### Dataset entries
_ _ _ _ _
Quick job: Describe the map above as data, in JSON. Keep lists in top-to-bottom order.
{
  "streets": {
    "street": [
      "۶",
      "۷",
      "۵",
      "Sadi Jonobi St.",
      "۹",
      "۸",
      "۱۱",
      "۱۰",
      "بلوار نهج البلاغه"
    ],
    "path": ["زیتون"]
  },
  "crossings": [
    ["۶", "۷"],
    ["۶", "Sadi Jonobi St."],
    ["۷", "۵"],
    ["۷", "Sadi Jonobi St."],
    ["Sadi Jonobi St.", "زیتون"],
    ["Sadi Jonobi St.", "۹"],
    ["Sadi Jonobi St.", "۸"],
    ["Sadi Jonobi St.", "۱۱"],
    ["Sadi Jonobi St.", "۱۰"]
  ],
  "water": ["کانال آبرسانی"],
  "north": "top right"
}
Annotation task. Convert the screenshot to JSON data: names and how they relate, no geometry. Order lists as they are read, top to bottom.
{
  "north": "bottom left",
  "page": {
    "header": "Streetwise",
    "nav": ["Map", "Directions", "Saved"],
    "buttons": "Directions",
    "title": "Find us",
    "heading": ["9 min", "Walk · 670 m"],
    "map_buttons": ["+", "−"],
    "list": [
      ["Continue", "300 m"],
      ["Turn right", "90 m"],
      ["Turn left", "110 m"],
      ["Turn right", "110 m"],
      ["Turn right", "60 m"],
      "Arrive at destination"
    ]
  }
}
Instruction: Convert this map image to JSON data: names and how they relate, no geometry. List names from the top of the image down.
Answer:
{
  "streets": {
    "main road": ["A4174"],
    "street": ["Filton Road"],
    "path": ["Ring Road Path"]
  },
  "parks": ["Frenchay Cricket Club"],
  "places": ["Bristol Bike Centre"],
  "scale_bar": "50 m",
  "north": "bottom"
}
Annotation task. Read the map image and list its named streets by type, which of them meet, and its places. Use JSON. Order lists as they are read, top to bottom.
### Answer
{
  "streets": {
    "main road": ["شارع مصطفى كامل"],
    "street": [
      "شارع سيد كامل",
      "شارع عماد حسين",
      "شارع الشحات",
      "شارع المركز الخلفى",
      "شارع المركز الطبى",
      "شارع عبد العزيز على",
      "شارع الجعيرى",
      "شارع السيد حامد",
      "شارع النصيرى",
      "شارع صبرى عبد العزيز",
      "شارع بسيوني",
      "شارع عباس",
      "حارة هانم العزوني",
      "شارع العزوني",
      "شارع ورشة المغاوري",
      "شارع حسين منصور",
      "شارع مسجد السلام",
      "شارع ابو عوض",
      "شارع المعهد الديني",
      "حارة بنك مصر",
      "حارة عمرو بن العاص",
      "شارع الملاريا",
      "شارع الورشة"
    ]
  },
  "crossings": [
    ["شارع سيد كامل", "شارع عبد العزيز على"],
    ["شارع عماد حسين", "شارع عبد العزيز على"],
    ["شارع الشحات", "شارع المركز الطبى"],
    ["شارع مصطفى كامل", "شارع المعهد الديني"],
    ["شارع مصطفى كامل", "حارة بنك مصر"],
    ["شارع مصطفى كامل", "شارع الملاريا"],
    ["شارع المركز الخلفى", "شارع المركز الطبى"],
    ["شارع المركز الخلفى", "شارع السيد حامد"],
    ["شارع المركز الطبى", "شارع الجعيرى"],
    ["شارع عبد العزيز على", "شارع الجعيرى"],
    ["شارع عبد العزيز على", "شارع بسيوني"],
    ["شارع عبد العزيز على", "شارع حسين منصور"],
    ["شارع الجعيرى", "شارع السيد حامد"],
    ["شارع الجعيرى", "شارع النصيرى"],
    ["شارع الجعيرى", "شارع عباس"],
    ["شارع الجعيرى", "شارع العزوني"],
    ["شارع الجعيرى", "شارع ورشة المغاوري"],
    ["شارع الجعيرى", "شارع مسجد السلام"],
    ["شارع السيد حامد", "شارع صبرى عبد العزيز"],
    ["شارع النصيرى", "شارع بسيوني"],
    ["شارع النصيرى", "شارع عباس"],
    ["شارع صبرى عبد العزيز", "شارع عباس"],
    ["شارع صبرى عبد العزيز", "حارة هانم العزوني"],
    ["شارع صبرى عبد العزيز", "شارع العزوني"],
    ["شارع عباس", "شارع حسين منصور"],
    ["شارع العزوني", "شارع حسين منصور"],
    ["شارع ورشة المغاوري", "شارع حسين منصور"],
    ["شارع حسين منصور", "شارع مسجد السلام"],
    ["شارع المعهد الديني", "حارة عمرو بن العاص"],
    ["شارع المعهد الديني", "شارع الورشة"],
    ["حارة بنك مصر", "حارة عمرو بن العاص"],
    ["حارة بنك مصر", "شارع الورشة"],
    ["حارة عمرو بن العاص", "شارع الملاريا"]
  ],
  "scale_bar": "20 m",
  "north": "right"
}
_ _ _ _ _
### Exercise details
Transcribe each entry. Leave nothing out.

### Your response
Quick job: Describe the map above as data, in JSON. Keep lists in top-to-bottom order.
{
  "streets": {
    "street": [
      "۶",
      "۷",
      "۵",
      "Sadi Jonobi St.",
      "۹",
      "۸",
      "۱۱",
      "۱۰",
      "بلوار نهج البلاغه"
    ],
    "path": ["زیتون"]
  },
  "crossings": [
    ["۶", "۷"],
    ["۶", "Sadi Jonobi St."],
    ["۷", "۵"],
    ["۷", "Sadi Jonobi St."],
    ["Sadi Jonobi St.", "زیتون"],
    ["Sadi Jonobi St.", "۹"],
    ["Sadi Jonobi St.", "۸"],
    ["Sadi Jonobi St.", "۱۱"],
    ["Sadi Jonobi St.", "۱۰"]
  ],
  "water": ["کانال آبرسانی"],
  "north": "top right"
}
Annotation task. Convert the screenshot to JSON data: names and how they relate, no geometry. Order lists as they are read, top to bottom.
{
  "north": "bottom left",
  "page": {
    "header": "Streetwise",
    "nav": ["Map", "Directions", "Saved"],
    "buttons": "Directions",
    "title": "Find us",
    "heading": ["9 min", "Walk · 670 m"],
    "map_buttons": ["+", "−"],
    "list": [
      ["Continue", "300 m"],
      ["Turn right", "90 m"],
      ["Turn left", "110 m"],
      ["Turn right", "110 m"],
      ["Turn right", "60 m"],
      "Arrive at destination"
    ]
  }
}
Instruction: Convert this map image to JSON data: names and how they relate, no geometry. List names from the top of the image down.
Answer:
{
  "streets": {
    "main road": ["A4174"],
    "street": ["Filton Road"],
    "path": ["Ring Road Path"]
  },
  "parks": ["Frenchay Cricket Club"],
  "places": ["Bristol Bike Centre"],
  "scale_bar": "50 m",
  "north": "bottom"
}
Annotation task. Read the map image and list its named streets by type, which of them meet, and its places. Use JSON. Order lists as they are read, top to bottom.
### Answer
{
  "streets": {
    "main road": ["شارع مصطفى كامل"],
    "street": [
      "شارع سيد كامل",
      "شارع عماد حسين",
      "شارع الشحات",
      "شارع المركز الخلفى",
      "شارع المركز الطبى",
      "شارع عبد العزيز على",
      "شارع الجعيرى",
      "شارع السيد حامد",
      "شارع النصيرى",
      "شارع صبرى عبد العزيز",
      "شارع بسيوني",
      "شارع عباس",
      "حارة هانم العزوني",
      "شارع العزوني",
      "شارع ورشة المغاوري",
      "شارع حسين منصور",
      "شارع مسجد السلام",
      "شارع ابو عوض",
      "شارع المعهد الديني",
      "حارة بنك مصر",
      "حارة عمرو بن العاص",
      "شارع الملاريا",
      "شارع الورشة"
    ]
  },
  "crossings": [
    ["شارع سيد كامل", "شارع عبد العزيز على"],
    ["شارع عماد حسين", "شارع عبد العزيز على"],
    ["شارع الشحات", "شارع المركز الطبى"],
    ["شارع مصطفى كامل", "شارع المعهد الديني"],
    ["شارع مصطفى كامل", "حارة بنك مصر"],
    ["شارع مصطفى كامل", "شارع الملاريا"],
    ["شارع المركز الخلفى", "شارع المركز الطبى"],
    ["شارع المركز الخلفى", "شارع السيد حامد"],
    ["شارع المركز الطبى", "شارع الجعيرى"],
    ["شارع عبد العزيز على", "شارع الجعيرى"],
    ["شارع عبد العزيز على", "شارع بسيوني"],
    ["شارع عبد العزيز على", "شارع حسين منصور"],
    ["شارع الجعيرى", "شارع السيد حامد"],
    ["شارع الجعيرى", "شارع النصيرى"],
    ["شارع الجعيرى", "شارع عباس"],
    ["شارع الجعيرى", "شارع العزوني"],
    ["شارع الجعيرى", "شارع ورشة المغاوري"],
    ["شارع الجعيرى", "شارع مسجد السلام"],
    ["شارع السيد حامد", "شارع صبرى عبد العزيز"],
    ["شارع النصيرى", "شارع بسيوني"],
    ["شارع النصيرى", "شارع عباس"],
    ["شارع صبرى عبد العزيز", "شارع عباس"],
    ["شارع صبرى عبد العزيز", "حارة هانم العزوني"],
    ["شارع صبرى عبد العزيز", "شارع العزوني"],
    ["شارع عباس", "شارع حسين منصور"],
    ["شارع العزوني", "شارع حسين منصور"],
    ["شارع ورشة المغاوري", "شارع حسين منصور"],
    ["شارع حسين منصور", "شارع مسجد السلام"],
    ["شارع المعهد الديني", "حارة عمرو بن العاص"],
    ["شارع المعهد الديني", "شارع الورشة"],
    ["حارة بنك مصر", "حارة عمرو بن العاص"],
    ["حارة بنك مصر", "شارع الورشة"],
    ["حارة عمرو بن العاص", "شارع الملاريا"]
  ],
  "scale_bar": "20 m",
  "north": "right"
}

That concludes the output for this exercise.